So here's the kicker: I can join any game, so long as they host it, not me. And i can ping their PCs just fine, but if they try to ping my machine they get a "Destination Host Unreachable". 

Anyone have any clue as to what could be blocking my ports from opening?

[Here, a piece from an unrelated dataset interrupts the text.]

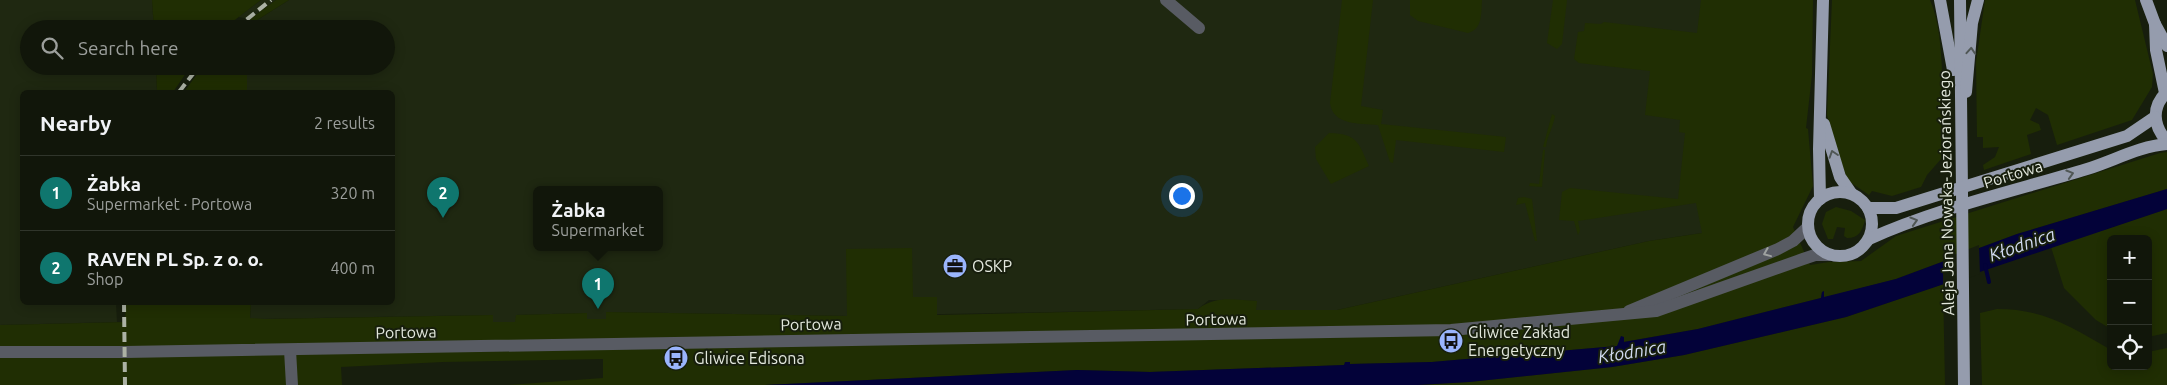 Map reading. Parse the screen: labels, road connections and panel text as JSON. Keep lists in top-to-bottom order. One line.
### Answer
{"streets":{"main road":["Portowa","Aleja Jana Nowaka-Jeziorańskiego"]},"water":["Kłodnica"],"places":{"office":["OSKP"],"bus stop":["Gliwice Zakład Energetyczny","Gliwice Edisona"]},"page":{"search":"Search here","heading":["Nearby","2 results"],"list":[{"mark":"1","name":"Żabka","note":"Supermarket · Portowa","value":"320 m"},{"mark":"2","name":"RAVEN PL Sp. z o. o.","note":"Shop","value":"400 m"}],"pins":["2","1"],"popup":["Żabka","Supermarket"],"map_buttons":["+","−"]}} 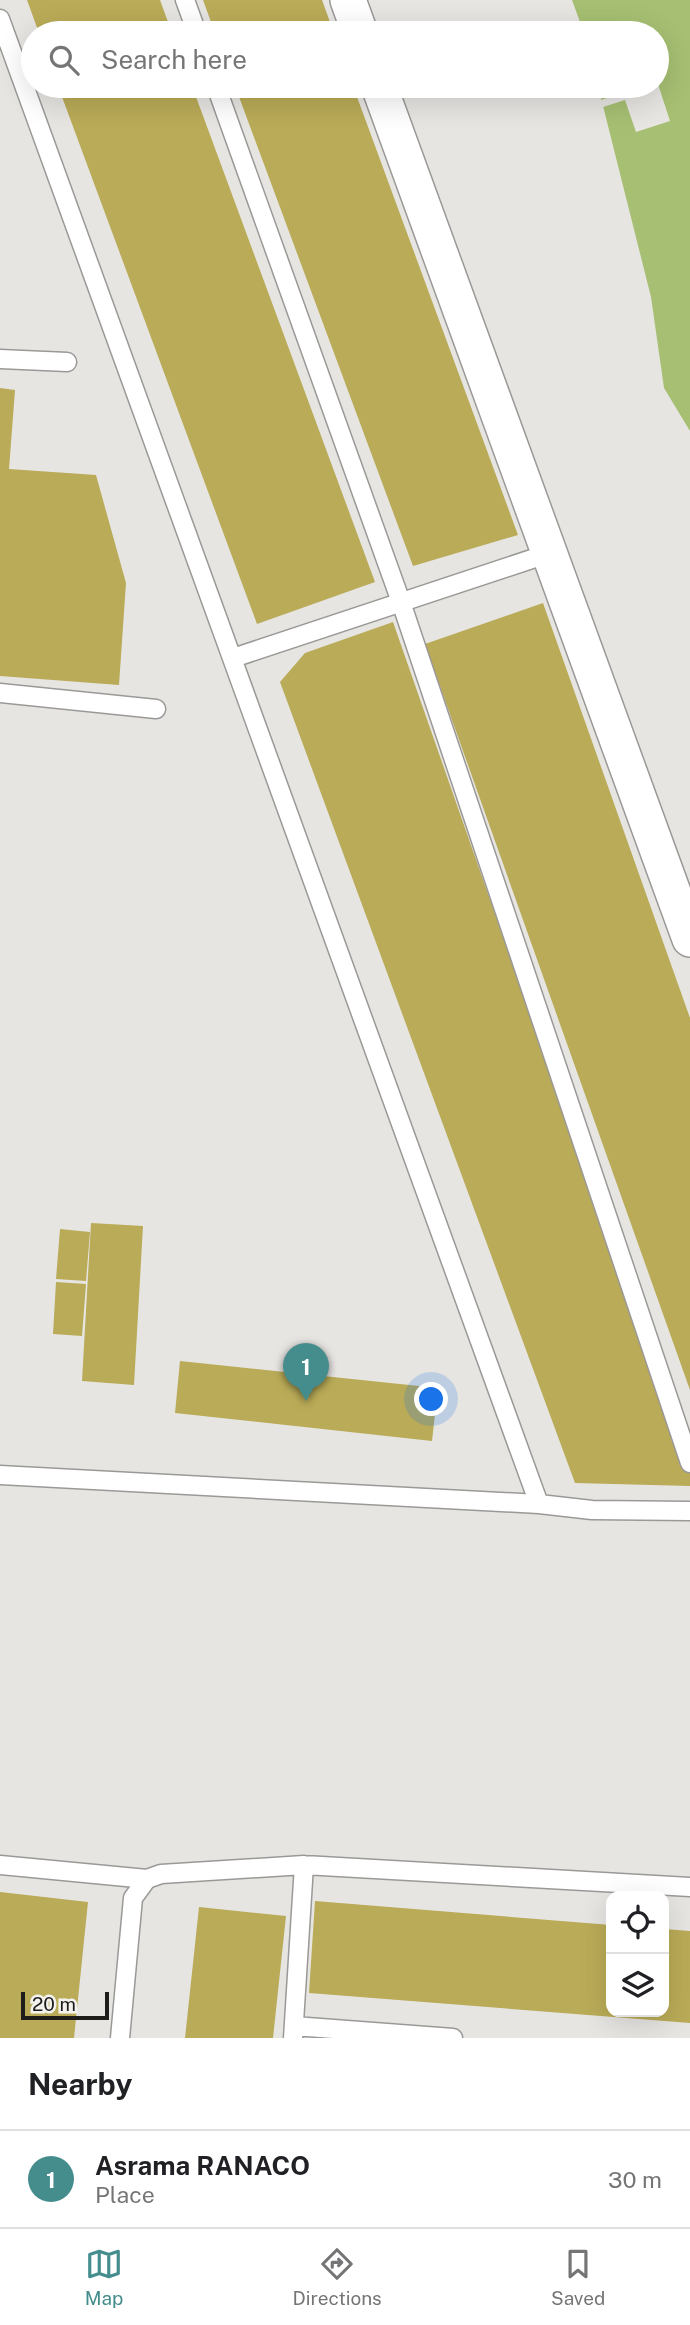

PS: don't worry about burying me with jargon, I'm a network administrator in training.


----------



## spunk.funk (May 13, 2010)

I assume you are using a Crossover cable and not a standard Ethernet Cable? 
Have you assigned a Static IP address for all the computers playing the game? and is it in the same scope as the other computers? (eg) 192.168.2.x ?
Go to each computer and go to Search and type *CMD* Right click the *CMD* results and* Run As Administrator*. In the Elevated *Command Prompt* type
*ipconfig /all *and press enter. Copy the text and paste it into your next post.
You might get a better response if you post in the online gaming forum or the Networking forum: Online/Network Gaming Support


----------



## murkusdagger (Apr 30, 2014)

Yeah we have static IP addresses. I've set myself up as 10.10.10.10 /28 and and friends' are 10.10.10.5-9 /28.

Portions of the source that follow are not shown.